“A deadpan treat in an age of overenthusiastic and wildly gesticulating television presenting.” Read on for the verdict on last night’s TV.
Jonathan Meads: The Joy of Essex (BBC4)
“He stands, in black and permanent dark glasses (is he laughing behind there, at us, at everything, or does he simply think he’s in The Velvet Underground?) in front of beautiful Essex-scapes – ancient chapels, nuclear power stations, Roman castles, modernist factories, muddy marshes and massive skies. And he delivers his sardonic monologue, a deadpan treat in an age of overenthusiastic and wildly gesticulating television presenting.”
Sam Wollaston, The Guardian
“It provided an intriguing, grown up tour of this rarely glimpsed Essex, and was, as ever refreshingly willing to speak his mind. The one time restaurant critic is a rich dish, though, and a little goes a long way.
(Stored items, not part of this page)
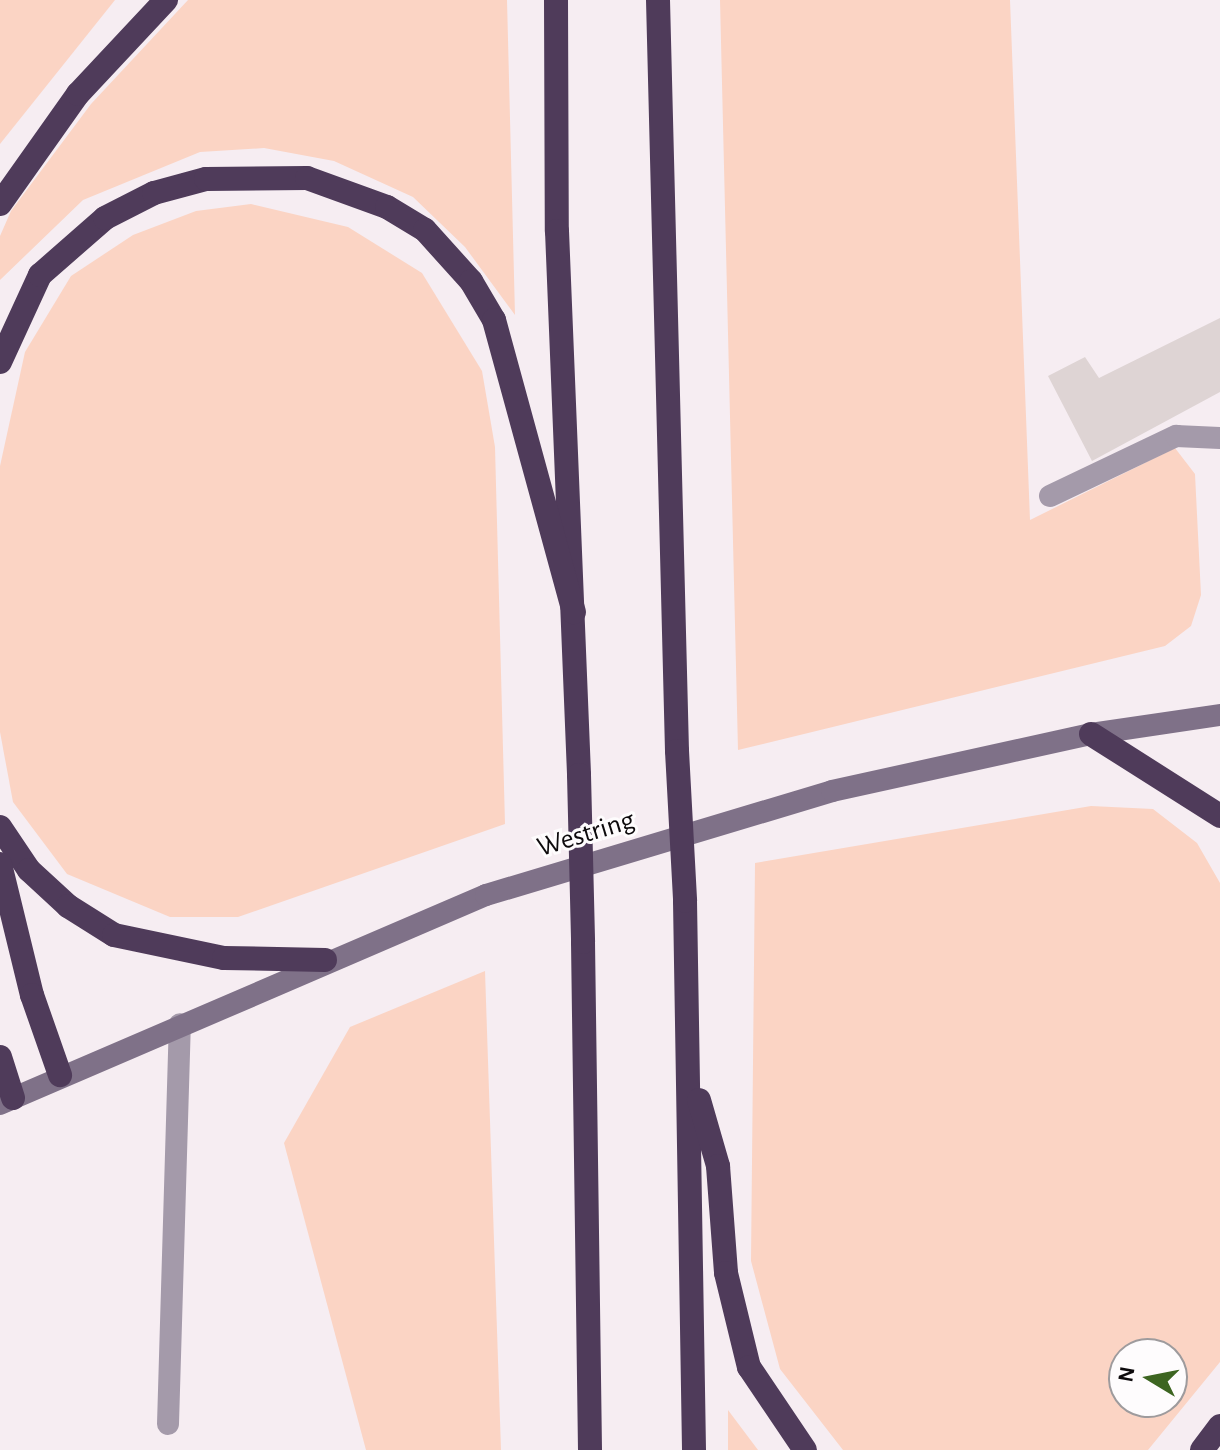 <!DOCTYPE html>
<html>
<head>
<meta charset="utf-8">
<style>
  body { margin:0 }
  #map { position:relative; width:1220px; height:1450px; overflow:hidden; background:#f6edf2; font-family:"Alegreya Sans",sans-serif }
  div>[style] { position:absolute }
  .green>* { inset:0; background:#fbd4c4 }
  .building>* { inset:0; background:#ded4d4 }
  .service>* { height:22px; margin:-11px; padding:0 11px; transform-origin:11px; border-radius:11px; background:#a49aaa }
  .secondary>* { height:22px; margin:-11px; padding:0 11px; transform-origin:11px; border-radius:11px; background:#7f7188 }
  .motorway>* { height:24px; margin:-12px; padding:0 12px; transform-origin:12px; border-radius:12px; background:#4f3b5a }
  .motorway-bridge>* { height:24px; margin:-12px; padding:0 12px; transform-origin:12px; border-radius:12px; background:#4f3b5a }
  span { translate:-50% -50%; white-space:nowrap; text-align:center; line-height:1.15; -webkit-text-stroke:6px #fefcfd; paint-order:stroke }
  .street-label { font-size:28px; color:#0d0a0c }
  .north { position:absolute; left:1108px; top:1338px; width:80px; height:80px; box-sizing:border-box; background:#fefcfd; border:2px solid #9e9b9d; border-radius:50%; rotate:280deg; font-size:22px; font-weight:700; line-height:32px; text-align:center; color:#0d0a0c }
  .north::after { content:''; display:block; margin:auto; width:28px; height:36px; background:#3d6521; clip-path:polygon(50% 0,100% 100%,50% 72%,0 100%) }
</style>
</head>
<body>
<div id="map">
  <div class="green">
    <div style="clip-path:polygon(0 0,115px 0,0 144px)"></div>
    <div style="clip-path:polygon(188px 0,507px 0,515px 315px,465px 247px,413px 197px,334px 161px,264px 148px,200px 152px,83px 200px,0 280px,0 236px,11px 211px,91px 104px)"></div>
    <div style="clip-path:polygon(720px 0,1010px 0,1030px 520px,1175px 448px,1195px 474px,1201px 595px,1191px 626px,1165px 646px,738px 750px)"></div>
    <div style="clip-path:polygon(251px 204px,348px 227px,422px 273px,482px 371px,495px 447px,505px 824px,238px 917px,170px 917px,67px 874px,13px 802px,0 732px,0 466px,25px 352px,71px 276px,133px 235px,196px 211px)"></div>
    <div style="clip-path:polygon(evenodd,1091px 806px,1153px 809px,1197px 843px,1220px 883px,1220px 1362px,1148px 1450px,843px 1450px,780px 1369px,751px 1261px,755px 863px,1091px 806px,1124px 1354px,1172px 1354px,1172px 1402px,1124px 1402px,1124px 1354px)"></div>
    <div style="clip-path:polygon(485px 971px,501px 1450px,366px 1450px,284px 1143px,350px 1027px)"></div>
    <div style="clip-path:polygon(728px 1410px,758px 1450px,728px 1450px)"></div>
  </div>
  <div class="building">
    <div style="clip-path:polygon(1220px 318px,1220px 392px,1092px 461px,1048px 376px,1085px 357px,1099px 378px)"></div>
  </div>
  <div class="service">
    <div style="left:1050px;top:496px;width:140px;rotate:-25.5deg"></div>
    <div style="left:1176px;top:436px;width:44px;rotate:2.6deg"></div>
    <div style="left:168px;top:1424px;width:400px;rotate:-88.3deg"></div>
  </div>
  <div class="secondary">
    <div style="left:0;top:1104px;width:529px;rotate:-23.27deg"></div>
    <div style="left:486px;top:895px;width:361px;rotate:-16.7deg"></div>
    <div style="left:832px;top:791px;width:265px;rotate:-12.4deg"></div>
    <div style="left:1091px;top:734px;width:130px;rotate:-8.4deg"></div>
  </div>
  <div class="motorway">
    <div style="left:556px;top:0;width:231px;rotate:89.8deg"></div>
    <div style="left:557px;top:231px;width:544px;rotate:87.68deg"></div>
    <div style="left:658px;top:0;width:751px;rotate:88.55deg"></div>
    <div style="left:0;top:204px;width:135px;rotate:-54.7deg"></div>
    <div style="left:78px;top:94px;width:129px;rotate:-46.9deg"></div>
    <div style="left:0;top:362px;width:96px;rotate:-65.3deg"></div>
    <div style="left:40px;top:275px;width:86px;rotate:-41.2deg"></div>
    <div style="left:105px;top:218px;width:55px;rotate:-27deg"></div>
    <div style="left:154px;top:193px;width:54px;rotate:-15.1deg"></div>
    <div style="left:206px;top:179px;width:101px;rotate:-0.6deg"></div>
    <div style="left:307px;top:178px;width:85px;rotate:19.9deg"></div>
    <div style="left:387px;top:207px;width:44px;rotate:31.2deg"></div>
    <div style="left:425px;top:230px;width:69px;rotate:48deg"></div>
    <div style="left:471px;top:281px;width:45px;rotate:59.5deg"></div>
    <div style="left:494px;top:320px;width:303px;rotate:74.7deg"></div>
    <div style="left:1091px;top:734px;width:153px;rotate:32.4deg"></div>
    <div style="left:0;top:827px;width:52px;rotate:56deg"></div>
    <div style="left:29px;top:870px;width:53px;rotate:42.7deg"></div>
    <div style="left:68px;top:906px;width:54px;rotate:32.2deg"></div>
    <div style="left:114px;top:935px;width:112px;rotate:11.8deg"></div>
    <div style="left:224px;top:958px;width:101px;rotate:1.1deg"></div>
    <div style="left:0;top:864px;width:135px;rotate:76.3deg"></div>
    <div style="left:32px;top:995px;width:85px;rotate:70.7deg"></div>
    <div style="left:685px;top:901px;width:549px;rotate:89.06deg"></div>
    <div style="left:583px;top:942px;width:508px;rotate:89.21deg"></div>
    <div style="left:0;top:1057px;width:43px;rotate:72.4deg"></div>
    <div style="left:699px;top:1100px;width:69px;rotate:73.9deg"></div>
    <div style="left:718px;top:1166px;width:107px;rotate:85.7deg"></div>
    <div style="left:726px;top:1273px;width:97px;rotate:76.3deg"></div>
    <div style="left:749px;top:1367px;width:100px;rotate:56deg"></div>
    <div style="left:1202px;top:1450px;width:30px;rotate:-53deg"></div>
  </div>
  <div class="motorway-bridge">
    <div style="left:677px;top:751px;width:150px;rotate:86.9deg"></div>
    <div style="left:579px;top:775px;width:167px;rotate:88.6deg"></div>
  </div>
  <div class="street-label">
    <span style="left:586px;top:834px;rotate:-17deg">Westring</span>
  </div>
  <div class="north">N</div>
</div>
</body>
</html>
He didn’t seem to find much Joy in Essex and after a while his witty, sardonic delivery started to grate.”
Matt Baylis, Daily Express
“It was such a beautiful programme, so wittily written, one wondered why Meades tried so hard to trash it, a process that began with its very first image, a pair of legs sticking out of an essex marsh. His film was punctuated by a fictitious local radio DJ’s reciting fictitious tales of Essex eccentricity, and ended with a joke that referenced a gay MP that didn’t really work. I didn’t mind the skittishness, but the connection between form and content, if present, were as deeply buried as the gangsters’ bodies beneath Southend Pier.
Andrew Billen, The Times
“It began with Aaron Copland’s “Buckaroo Holiday” on the soundtrack – an unexpectedly Western accompaniment to an uncherished bit eastern hinterland. Perhaps it was a kind of coded warning. Wedge one hand tight under the saddle and prepare to cling on for as long as you can.”
Tom Sutcliffe, The Independent
The Mary Berry Story; (BBC2)
“It’s not even an especially interesting life story, not in this first part anyhow. Mary’s childhood was reasonably happy, it seems. She lived in a nice big house. People came and went. Dad was strict, as dads were, back in the day. Mary wasn’t brilliant at school but she was good at other things. There were ponies and picnics and puddings. Though to be honest I think I’d prefer my pimped Angel’s Delight to Mary’s mother’s bread and margarine pud, but then I’m not very classy.”
Sam Wollaston, The Guardian
Natural Curiosities (Eden)
“It was on pay-channel Eden that Attenbourough gave two clear pitch perfect lectures about the chameleon and the giraffe. I doubt the air mile king went further that Whipsnade, but he proved that even in his twilight years he does not need big budgets and incredible camera teams to hold us.”